Sunday, May 16, 2010

Freedom Trail part 2 - USS Constitution

The USS Constitution called old Ironsides, is the oldest commissioned ship in the US. It was the last stop for us on our Freedom Trail the weather was beautiful and the kids had been great. They really enjoyed it but Jordan was a little afraid of actually getting on the boat (fear of heights) but she did great and they loved it. We then went into the museum they have to go with the ship but you are not allowed to take picture but here is the link if you ever visit Boston it was a good place, especially the kids part upstairs where they get to pretend to be a sailor. USS Constitution Museum

They still take the ship out several times a year, which is pretty much amazing once you actually see this boat in person.

Can you see the chocolate ice cream stain on Kaleigh's face or the fact that Madison was upset that she could not steer the ship.

He was totally in awe of this boat. He cracks me up he is such a boy.

USS Constitution is a wooden-hulled, three-masted heavy frigate of the United States Navy. Named by President George Washington after the Constitution of the United States of America, she is the world's oldest floating commissioned naval vessel.[Note 1] Launched in 1797, Constitution was one of six original frigates authorized for construction by the Naval Act of 1794. Joshua Humphreys designed the frigates to be the young Navy's capital ships, and so Constitution and her sisters were larger and more heavily armed and built than standard frigates of the period. Built in Boston, Massachusetts at Edmund Hartt's shipyard, her first duties with the newly formed United States Navy were to provide protection for American merchant shipping during the Quasi War with France and to defeat the Barbary pirates in the First Barbary War.

Constitution is most famous for her actions during the War of 1812 against Great Britain, when she captured numerous merchant ships and defeated five British warships: HMS Guerriere, Java, Pictou, Cyane and Levant. The battle with Guerriere earned her the nickname of "Old Ironsides" and public adoration that has repeatedly saved her from scrapping. She continued to actively serve the nation as flagship in the Mediterranean and African squadrons, and circled the world in the 1840s. During the American Civil War she served as a training ship for the United States Naval Academy and carried artwork and industrial displays to the Paris Exposition of 1878. Retired from active service in 1881, she served as a receiving ship until designated a museum ship in 1907. In 1931 she started a three year 90-port tour of the nation, and in 1997 she finally sailed again under her own power for her 200th birthday.
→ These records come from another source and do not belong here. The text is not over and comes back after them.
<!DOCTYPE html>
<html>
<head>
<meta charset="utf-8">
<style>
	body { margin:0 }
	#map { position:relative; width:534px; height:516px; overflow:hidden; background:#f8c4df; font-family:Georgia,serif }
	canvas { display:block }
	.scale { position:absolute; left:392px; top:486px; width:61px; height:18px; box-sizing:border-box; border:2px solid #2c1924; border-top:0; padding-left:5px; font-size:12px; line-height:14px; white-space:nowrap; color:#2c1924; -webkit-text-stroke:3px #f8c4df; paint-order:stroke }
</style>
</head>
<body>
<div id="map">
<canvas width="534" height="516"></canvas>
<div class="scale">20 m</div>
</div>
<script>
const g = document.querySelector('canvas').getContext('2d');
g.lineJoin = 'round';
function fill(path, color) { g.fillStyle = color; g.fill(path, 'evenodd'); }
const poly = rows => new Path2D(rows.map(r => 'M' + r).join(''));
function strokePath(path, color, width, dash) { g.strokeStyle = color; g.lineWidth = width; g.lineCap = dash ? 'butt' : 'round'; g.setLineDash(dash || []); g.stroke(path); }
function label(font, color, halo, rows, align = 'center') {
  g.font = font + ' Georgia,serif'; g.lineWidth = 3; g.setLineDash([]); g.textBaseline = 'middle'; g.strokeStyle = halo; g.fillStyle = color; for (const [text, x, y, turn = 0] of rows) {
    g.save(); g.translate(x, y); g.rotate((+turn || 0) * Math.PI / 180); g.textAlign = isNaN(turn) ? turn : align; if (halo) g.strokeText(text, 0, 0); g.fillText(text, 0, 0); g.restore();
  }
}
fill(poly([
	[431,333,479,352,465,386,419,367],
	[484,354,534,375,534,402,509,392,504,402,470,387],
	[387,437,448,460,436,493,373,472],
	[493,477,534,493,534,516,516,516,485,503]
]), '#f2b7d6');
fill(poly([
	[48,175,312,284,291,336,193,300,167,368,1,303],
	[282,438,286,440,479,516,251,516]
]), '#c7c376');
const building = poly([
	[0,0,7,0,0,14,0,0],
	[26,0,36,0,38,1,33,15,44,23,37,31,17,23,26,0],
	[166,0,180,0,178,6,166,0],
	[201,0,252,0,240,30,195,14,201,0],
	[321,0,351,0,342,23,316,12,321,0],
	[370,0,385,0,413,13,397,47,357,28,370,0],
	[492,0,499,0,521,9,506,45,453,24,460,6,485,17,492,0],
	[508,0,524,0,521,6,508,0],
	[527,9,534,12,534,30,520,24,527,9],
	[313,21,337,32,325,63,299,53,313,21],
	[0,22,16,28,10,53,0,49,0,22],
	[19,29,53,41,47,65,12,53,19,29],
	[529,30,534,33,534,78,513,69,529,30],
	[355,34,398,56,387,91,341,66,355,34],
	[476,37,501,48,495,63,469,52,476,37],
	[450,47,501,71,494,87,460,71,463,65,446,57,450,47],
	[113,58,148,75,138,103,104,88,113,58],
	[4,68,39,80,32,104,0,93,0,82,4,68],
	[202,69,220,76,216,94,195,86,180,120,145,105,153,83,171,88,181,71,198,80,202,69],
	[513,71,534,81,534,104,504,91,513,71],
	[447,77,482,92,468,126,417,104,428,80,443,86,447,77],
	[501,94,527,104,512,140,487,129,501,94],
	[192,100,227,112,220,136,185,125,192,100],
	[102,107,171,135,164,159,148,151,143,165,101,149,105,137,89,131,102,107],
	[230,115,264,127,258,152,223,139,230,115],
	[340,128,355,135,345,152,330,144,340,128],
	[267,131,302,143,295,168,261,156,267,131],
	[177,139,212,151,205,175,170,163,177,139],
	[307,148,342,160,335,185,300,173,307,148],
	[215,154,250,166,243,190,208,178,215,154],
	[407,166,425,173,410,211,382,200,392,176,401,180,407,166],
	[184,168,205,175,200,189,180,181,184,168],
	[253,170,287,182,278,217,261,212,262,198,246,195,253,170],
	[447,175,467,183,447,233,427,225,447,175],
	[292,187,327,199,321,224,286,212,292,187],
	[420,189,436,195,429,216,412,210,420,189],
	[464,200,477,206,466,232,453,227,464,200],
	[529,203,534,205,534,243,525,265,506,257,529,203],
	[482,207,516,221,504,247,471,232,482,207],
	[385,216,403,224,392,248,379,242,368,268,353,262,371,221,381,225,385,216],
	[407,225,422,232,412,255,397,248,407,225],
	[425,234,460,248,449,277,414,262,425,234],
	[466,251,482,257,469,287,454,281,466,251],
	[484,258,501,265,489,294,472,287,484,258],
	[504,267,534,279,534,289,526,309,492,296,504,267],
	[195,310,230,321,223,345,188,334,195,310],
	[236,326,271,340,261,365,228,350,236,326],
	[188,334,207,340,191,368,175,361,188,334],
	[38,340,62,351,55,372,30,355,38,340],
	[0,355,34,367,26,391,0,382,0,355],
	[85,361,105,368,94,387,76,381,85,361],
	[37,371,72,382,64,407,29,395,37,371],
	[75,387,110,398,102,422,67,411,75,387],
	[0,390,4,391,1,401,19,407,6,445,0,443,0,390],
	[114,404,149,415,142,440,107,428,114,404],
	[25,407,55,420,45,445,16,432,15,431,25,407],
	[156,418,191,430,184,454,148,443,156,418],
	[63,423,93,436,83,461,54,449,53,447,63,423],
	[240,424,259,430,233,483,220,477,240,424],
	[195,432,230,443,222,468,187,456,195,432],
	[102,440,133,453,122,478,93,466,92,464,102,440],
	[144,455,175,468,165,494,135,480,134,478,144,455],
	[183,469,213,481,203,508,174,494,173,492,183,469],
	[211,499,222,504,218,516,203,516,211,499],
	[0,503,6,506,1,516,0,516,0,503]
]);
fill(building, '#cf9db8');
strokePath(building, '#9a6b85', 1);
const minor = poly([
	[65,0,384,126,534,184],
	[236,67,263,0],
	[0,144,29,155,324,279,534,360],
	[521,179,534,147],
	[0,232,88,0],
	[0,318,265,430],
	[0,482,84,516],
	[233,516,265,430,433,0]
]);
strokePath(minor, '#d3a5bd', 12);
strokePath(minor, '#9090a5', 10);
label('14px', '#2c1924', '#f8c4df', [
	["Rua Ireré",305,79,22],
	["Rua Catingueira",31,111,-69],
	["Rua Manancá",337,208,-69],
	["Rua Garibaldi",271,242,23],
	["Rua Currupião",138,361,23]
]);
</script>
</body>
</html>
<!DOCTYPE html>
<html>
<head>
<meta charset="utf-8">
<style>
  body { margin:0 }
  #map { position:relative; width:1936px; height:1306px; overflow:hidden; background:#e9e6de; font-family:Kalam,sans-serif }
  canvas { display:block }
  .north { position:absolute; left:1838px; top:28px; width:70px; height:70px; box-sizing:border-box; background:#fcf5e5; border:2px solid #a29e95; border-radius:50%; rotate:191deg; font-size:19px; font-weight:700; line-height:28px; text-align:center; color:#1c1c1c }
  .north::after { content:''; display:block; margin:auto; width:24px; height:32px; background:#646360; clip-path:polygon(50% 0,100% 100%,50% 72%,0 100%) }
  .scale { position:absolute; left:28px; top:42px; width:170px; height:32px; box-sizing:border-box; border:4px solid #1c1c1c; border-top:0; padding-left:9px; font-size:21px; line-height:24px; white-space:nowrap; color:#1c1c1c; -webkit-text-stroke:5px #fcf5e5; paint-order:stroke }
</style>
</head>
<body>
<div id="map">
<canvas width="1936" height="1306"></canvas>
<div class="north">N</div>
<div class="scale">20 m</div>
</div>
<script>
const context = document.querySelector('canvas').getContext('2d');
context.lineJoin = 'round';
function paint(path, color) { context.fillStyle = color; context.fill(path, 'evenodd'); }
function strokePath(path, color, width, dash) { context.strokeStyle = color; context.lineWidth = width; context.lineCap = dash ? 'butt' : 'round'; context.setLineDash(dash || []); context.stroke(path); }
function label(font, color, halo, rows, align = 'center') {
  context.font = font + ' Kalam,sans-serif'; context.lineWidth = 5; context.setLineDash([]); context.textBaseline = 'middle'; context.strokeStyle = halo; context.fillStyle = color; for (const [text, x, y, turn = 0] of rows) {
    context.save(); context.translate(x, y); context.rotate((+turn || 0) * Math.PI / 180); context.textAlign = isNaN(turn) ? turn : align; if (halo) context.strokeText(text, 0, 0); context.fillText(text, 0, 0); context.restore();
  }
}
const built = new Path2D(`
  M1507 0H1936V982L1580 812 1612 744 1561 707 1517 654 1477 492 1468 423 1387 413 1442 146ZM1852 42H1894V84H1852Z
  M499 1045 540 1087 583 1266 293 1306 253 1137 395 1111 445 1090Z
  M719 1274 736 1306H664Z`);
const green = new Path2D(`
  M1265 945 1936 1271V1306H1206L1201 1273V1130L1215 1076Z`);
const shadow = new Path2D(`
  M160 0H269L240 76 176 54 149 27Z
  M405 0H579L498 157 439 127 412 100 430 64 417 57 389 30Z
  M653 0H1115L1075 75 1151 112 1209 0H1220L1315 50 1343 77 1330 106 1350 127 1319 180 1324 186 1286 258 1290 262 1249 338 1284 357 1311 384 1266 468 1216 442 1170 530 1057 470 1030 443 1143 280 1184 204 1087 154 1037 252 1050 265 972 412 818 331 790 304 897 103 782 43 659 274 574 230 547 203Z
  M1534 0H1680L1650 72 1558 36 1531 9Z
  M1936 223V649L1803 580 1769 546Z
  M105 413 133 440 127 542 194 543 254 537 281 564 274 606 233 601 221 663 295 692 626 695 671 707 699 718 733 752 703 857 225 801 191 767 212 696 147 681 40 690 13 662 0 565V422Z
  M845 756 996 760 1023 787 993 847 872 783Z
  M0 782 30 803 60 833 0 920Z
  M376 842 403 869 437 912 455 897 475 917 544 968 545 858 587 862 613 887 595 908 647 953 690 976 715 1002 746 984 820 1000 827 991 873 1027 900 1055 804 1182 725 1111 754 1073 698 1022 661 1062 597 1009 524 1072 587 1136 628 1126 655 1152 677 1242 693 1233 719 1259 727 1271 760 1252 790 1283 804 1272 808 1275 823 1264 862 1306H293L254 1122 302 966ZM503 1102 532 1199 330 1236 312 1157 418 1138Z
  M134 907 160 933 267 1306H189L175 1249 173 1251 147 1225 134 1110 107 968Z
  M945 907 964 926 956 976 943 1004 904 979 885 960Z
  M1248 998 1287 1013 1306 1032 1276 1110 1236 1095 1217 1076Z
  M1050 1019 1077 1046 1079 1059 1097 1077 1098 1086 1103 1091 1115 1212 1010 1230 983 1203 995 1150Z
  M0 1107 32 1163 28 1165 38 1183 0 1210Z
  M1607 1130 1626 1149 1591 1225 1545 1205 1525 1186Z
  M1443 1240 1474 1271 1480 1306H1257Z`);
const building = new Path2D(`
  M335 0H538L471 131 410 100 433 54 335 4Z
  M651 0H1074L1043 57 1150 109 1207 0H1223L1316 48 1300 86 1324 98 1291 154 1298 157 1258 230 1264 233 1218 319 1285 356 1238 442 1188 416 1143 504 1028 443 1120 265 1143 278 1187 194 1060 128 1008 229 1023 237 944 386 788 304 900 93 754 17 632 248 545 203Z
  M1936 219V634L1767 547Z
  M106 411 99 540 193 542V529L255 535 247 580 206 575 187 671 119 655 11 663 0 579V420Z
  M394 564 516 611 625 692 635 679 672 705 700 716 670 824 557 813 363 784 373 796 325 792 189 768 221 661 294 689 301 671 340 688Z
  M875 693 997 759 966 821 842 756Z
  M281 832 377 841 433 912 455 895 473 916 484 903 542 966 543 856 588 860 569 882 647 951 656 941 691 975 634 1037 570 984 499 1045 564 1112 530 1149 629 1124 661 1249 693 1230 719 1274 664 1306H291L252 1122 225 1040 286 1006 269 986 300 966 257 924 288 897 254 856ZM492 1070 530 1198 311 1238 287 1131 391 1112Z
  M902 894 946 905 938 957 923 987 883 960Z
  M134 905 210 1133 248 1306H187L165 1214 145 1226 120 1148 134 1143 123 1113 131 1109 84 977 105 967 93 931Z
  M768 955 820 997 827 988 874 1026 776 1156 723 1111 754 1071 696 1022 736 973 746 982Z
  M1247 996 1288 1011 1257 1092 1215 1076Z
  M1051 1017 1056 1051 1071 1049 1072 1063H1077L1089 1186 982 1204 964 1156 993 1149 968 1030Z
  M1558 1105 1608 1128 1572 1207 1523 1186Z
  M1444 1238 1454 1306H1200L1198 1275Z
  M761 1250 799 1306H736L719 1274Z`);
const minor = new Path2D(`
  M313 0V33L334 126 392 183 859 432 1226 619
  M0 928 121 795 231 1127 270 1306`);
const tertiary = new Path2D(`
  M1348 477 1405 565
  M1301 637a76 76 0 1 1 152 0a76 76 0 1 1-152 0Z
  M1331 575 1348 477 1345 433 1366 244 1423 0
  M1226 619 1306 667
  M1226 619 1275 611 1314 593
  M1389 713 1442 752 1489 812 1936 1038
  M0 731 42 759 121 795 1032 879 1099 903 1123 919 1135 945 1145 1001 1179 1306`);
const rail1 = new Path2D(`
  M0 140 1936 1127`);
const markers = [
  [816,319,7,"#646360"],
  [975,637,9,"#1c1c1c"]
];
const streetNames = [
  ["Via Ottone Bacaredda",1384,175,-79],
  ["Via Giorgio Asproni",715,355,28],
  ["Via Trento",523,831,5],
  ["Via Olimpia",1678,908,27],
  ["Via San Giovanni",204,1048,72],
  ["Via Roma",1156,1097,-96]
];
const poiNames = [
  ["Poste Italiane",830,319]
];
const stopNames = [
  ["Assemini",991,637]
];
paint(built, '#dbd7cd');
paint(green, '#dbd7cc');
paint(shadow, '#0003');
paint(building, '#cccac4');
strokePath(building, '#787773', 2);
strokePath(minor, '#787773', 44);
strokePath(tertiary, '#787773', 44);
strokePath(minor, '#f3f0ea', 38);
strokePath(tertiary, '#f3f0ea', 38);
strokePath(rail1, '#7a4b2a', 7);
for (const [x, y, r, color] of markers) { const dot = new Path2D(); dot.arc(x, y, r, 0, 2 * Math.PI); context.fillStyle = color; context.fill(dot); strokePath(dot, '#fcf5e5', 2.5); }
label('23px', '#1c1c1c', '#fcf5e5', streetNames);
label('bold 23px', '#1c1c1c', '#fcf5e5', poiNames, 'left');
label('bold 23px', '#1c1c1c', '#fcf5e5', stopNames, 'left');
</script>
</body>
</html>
Constitution's mission today is to promote understanding of the Navy’s role in war and peace through educational outreach, historic demonstration, and active participation in public events. As a fully commissioned US Navy ship, her crew of 60 officers and sailors participate in ceremonies, educational programs and special events while keeping the ship open to visitors year-round and providing free tours. The officers and crew are all active-duty US Navy personnel and the assignment is considered special duty in the Navy. Traditionally, command of the vessel is assigned to a Navy Commander. She is berthed at Pier 1 of the former Charlestown Navy Yard, at one end of Boston's Freedom Trail.